TASK STATEMENT = Transcribe the entire listing faithfully; every line must match the original.

** Opening GIVEN DATA block **

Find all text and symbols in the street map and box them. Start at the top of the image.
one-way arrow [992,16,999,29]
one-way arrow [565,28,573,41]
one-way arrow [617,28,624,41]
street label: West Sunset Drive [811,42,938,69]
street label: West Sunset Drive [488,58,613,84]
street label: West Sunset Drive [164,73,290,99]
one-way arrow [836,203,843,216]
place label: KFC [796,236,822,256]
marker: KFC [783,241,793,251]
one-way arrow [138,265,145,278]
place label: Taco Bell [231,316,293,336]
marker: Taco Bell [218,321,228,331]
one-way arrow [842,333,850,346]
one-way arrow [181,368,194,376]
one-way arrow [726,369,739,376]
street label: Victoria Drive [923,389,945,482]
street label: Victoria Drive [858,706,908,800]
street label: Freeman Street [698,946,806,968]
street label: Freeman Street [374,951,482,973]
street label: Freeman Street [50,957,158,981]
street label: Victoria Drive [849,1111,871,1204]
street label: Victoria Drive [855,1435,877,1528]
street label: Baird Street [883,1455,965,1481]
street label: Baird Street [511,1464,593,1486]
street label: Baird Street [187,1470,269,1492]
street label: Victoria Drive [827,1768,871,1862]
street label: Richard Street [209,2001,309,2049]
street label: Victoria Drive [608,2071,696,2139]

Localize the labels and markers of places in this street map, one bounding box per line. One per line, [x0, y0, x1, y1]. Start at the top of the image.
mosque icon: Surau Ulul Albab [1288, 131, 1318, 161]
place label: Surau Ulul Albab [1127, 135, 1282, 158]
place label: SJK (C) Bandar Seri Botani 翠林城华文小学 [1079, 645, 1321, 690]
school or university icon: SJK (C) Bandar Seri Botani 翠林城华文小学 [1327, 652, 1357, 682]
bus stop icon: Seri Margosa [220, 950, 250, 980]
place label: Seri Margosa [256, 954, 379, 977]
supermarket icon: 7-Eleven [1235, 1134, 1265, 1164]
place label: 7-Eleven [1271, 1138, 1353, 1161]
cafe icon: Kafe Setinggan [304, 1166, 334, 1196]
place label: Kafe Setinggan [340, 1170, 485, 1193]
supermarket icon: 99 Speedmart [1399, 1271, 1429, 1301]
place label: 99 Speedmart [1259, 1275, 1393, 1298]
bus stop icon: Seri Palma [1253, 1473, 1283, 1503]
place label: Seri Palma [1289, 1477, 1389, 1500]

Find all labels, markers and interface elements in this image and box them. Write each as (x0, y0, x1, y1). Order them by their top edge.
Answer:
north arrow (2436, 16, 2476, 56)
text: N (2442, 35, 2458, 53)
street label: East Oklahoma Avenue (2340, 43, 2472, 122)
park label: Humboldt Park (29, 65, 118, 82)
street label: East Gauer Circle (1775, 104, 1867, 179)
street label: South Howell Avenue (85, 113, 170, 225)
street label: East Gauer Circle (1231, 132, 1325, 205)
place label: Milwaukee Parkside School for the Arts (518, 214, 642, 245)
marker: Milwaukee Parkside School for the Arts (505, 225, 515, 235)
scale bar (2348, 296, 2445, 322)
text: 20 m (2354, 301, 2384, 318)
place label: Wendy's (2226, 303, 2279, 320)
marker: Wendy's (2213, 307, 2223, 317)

** Closing GIVEN DATA block **

ANSWER AREA =
Find all text and symbols in the street map and box them. Start at the top of the image.
one-way arrow [992,16,999,29]
one-way arrow [565,28,573,41]
one-way arrow [617,28,624,41]
street label: West Sunset Drive [811,42,938,69]
street label: West Sunset Drive [488,58,613,84]
street label: West Sunset Drive [164,73,290,99]
one-way arrow [836,203,843,216]
place label: KFC [796,236,822,256]
marker: KFC [783,241,793,251]
one-way arrow [138,265,145,278]
place label: Taco Bell [231,316,293,336]
marker: Taco Bell [218,321,228,331]
one-way arrow [842,333,850,346]
one-way arrow [181,368,194,376]
one-way arrow [726,369,739,376]
street label: Victoria Drive [923,389,945,482]
street label: Victoria Drive [858,706,908,800]
street label: Freeman Street [698,946,806,968]
street label: Freeman Street [374,951,482,973]
street label: Freeman Street [50,957,158,981]
street label: Victoria Drive [849,1111,871,1204]
street label: Victoria Drive [855,1435,877,1528]
street label: Baird Street [883,1455,965,1481]
street label: Baird Street [511,1464,593,1486]
street label: Baird Street [187,1470,269,1492]
street label: Victoria Drive [827,1768,871,1862]
street label: Richard Street [209,2001,309,2049]
street label: Victoria Drive [608,2071,696,2139]

Localize the labels and markers of places in this street map, one bounding box per line. One per line, [x0, y0, x1, y1]. Start at the top of the image.
mosque icon: Surau Ulul Albab [1288, 131, 1318, 161]
place label: Surau Ulul Albab [1127, 135, 1282, 158]
place label: SJK (C) Bandar Seri Botani 翠林城华文小学 [1079, 645, 1321, 690]
school or university icon: SJK (C) Bandar Seri Botani 翠林城华文小学 [1327, 652, 1357, 682]
bus stop icon: Seri Margosa [220, 950, 250, 980]
place label: Seri Margosa [256, 954, 379, 977]
supermarket icon: 7-Eleven [1235, 1134, 1265, 1164]
place label: 7-Eleven [1271, 1138, 1353, 1161]
cafe icon: Kafe Setinggan [304, 1166, 334, 1196]
place label: Kafe Setinggan [340, 1170, 485, 1193]
supermarket icon: 99 Speedmart [1399, 1271, 1429, 1301]
place label: 99 Speedmart [1259, 1275, 1393, 1298]
bus stop icon: Seri Palma [1253, 1473, 1283, 1503]
place label: Seri Palma [1289, 1477, 1389, 1500]

Find all labels, markers and interface elements in this image and box them. Write each as (x0, y0, x1, y1). Order them by their top edge.
Answer:
north arrow (2436, 16, 2476, 56)
text: N (2442, 35, 2458, 53)
street label: East Oklahoma Avenue (2340, 43, 2472, 122)
park label: Humboldt Park (29, 65, 118, 82)
street label: East Gauer Circle (1775, 104, 1867, 179)
street label: South Howell Avenue (85, 113, 170, 225)
street label: East Gauer Circle (1231, 132, 1325, 205)
place label: Milwaukee Parkside School for the Arts (518, 214, 642, 245)
marker: Milwaukee Parkside School for the Arts (505, 225, 515, 235)
scale bar (2348, 296, 2445, 322)
text: 20 m (2354, 301, 2384, 318)
place label: Wendy's (2226, 303, 2279, 320)
marker: Wendy's (2213, 307, 2223, 317)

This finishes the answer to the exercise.